───── DATASET ─────
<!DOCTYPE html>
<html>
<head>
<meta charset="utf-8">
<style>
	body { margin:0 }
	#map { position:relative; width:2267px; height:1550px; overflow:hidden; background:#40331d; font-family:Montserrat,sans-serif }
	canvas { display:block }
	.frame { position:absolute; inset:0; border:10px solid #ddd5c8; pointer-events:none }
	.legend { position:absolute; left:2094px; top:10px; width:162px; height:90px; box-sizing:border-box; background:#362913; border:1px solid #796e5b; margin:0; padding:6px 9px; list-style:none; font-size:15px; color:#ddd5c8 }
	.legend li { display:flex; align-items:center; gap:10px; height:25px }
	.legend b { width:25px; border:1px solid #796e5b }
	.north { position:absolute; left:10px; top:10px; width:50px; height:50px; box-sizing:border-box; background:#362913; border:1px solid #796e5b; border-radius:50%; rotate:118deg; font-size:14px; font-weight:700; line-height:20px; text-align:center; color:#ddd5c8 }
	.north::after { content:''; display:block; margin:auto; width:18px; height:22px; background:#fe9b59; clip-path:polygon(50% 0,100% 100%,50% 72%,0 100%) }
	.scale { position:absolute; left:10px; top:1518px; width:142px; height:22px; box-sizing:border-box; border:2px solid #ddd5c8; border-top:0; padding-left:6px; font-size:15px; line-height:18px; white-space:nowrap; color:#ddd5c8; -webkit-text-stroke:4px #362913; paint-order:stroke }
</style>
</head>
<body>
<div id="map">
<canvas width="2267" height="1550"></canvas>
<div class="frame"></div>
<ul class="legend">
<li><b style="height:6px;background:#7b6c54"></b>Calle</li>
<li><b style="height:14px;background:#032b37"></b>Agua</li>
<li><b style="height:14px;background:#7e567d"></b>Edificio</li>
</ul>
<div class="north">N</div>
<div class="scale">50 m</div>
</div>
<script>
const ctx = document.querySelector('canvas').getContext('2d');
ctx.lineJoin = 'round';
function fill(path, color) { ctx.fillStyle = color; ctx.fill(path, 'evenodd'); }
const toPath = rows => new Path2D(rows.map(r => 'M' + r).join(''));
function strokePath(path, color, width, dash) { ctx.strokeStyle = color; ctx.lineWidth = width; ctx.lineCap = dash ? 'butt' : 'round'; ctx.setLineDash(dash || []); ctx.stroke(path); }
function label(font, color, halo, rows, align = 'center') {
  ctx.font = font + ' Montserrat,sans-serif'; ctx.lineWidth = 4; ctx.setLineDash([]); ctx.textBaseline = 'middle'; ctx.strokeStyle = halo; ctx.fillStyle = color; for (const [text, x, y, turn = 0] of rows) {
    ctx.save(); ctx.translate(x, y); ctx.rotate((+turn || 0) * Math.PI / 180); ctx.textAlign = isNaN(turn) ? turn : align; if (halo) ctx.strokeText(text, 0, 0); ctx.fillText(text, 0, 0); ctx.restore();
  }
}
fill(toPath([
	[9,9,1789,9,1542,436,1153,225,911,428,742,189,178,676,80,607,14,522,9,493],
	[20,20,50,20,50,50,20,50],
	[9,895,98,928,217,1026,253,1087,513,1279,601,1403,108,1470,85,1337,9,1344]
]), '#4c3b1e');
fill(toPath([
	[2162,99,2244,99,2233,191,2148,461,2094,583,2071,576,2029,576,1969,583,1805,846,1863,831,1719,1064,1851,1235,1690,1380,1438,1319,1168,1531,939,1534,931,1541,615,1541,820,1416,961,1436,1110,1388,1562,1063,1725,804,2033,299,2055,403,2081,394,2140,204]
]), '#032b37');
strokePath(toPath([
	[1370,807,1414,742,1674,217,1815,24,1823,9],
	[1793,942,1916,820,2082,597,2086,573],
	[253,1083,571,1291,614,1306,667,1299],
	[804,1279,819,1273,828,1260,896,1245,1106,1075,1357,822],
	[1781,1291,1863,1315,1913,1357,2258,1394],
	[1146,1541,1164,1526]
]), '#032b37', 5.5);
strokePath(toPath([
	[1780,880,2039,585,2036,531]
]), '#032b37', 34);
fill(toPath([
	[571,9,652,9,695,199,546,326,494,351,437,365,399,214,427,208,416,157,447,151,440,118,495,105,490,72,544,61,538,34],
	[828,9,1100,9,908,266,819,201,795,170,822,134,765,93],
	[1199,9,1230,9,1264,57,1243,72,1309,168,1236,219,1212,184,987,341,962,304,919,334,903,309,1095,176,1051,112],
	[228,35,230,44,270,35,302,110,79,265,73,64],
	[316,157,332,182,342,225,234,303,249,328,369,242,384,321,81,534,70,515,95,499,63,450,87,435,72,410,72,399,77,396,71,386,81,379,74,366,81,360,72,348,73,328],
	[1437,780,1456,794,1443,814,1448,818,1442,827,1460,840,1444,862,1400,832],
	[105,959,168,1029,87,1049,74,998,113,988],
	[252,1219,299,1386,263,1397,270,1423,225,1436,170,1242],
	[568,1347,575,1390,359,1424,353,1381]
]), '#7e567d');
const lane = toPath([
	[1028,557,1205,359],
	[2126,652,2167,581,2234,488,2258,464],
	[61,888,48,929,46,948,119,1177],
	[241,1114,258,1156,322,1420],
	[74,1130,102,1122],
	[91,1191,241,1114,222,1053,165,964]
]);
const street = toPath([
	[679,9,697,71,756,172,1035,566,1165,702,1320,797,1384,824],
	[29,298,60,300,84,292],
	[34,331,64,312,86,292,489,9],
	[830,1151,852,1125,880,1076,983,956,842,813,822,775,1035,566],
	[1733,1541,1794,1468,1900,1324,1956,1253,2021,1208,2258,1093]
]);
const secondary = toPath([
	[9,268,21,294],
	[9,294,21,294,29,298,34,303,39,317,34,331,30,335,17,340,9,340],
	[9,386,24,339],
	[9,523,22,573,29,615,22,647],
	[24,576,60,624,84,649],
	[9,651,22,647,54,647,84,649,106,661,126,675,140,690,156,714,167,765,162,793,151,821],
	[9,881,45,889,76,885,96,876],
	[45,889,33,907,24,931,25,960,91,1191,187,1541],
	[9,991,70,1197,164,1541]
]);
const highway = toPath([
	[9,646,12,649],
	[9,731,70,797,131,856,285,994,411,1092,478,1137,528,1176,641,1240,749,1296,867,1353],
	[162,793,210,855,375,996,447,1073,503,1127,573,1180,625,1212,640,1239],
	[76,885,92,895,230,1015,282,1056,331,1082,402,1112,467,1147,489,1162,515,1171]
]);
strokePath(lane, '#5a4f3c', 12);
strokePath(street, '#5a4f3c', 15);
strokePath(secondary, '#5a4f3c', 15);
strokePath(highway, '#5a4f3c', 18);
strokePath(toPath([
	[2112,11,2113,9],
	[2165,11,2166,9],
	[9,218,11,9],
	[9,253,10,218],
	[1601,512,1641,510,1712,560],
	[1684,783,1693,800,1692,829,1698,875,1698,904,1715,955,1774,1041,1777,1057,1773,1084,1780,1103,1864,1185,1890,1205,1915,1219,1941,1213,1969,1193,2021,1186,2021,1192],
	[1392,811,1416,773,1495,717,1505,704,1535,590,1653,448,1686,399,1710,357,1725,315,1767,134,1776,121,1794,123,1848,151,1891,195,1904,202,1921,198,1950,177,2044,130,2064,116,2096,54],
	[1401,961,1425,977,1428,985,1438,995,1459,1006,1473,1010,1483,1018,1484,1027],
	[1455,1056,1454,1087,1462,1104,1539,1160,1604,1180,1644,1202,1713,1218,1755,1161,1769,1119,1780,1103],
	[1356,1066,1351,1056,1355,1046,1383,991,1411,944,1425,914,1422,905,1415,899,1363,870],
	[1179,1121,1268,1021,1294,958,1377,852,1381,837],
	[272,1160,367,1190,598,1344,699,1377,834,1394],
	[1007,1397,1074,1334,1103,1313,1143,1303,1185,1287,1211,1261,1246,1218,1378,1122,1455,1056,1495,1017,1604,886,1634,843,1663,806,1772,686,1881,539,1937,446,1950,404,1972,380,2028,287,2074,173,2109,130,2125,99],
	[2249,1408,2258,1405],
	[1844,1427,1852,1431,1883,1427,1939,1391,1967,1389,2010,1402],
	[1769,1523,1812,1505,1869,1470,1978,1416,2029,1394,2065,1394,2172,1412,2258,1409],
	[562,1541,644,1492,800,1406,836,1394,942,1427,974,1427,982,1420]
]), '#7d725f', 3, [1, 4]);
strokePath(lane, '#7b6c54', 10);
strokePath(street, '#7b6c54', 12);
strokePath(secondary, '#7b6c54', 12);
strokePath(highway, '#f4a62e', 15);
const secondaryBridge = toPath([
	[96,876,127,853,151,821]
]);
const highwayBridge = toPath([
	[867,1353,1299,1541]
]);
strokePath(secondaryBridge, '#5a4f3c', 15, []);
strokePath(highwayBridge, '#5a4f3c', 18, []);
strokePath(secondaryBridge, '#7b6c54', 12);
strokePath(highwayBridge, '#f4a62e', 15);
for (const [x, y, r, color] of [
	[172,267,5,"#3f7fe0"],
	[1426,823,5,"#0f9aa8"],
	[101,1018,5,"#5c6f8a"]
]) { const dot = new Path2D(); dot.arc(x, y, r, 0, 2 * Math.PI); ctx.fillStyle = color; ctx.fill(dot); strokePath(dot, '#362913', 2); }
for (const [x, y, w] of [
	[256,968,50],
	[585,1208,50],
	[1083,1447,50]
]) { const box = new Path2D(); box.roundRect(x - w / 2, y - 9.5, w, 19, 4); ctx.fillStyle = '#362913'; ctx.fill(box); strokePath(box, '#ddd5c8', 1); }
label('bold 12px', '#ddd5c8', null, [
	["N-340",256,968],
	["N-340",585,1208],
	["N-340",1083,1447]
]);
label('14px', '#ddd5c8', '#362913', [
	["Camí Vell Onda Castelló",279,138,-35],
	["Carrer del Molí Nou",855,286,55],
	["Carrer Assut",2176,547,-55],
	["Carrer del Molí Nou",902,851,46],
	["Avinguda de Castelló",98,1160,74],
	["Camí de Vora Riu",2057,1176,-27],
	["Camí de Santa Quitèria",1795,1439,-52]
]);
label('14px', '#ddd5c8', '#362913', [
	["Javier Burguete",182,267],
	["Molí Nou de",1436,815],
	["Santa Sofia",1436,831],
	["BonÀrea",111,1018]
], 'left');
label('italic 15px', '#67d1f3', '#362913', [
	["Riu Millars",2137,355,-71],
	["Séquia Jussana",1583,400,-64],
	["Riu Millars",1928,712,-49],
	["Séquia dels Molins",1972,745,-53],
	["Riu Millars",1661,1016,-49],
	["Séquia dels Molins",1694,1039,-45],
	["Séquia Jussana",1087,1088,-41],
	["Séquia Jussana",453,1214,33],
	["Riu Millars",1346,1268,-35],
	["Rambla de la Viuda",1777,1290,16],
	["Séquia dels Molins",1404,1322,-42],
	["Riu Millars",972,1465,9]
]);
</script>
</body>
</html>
─────
In the entries above, find each line that has the word "Camí". Copy it.

RESULT OF THE TASK:
	["Camí Vell Onda Castelló",279,138,-35],
	["Camí de Vora Riu",2057,1176,-27],
	["Camí de Santa Quitèria",1795,1439,-52]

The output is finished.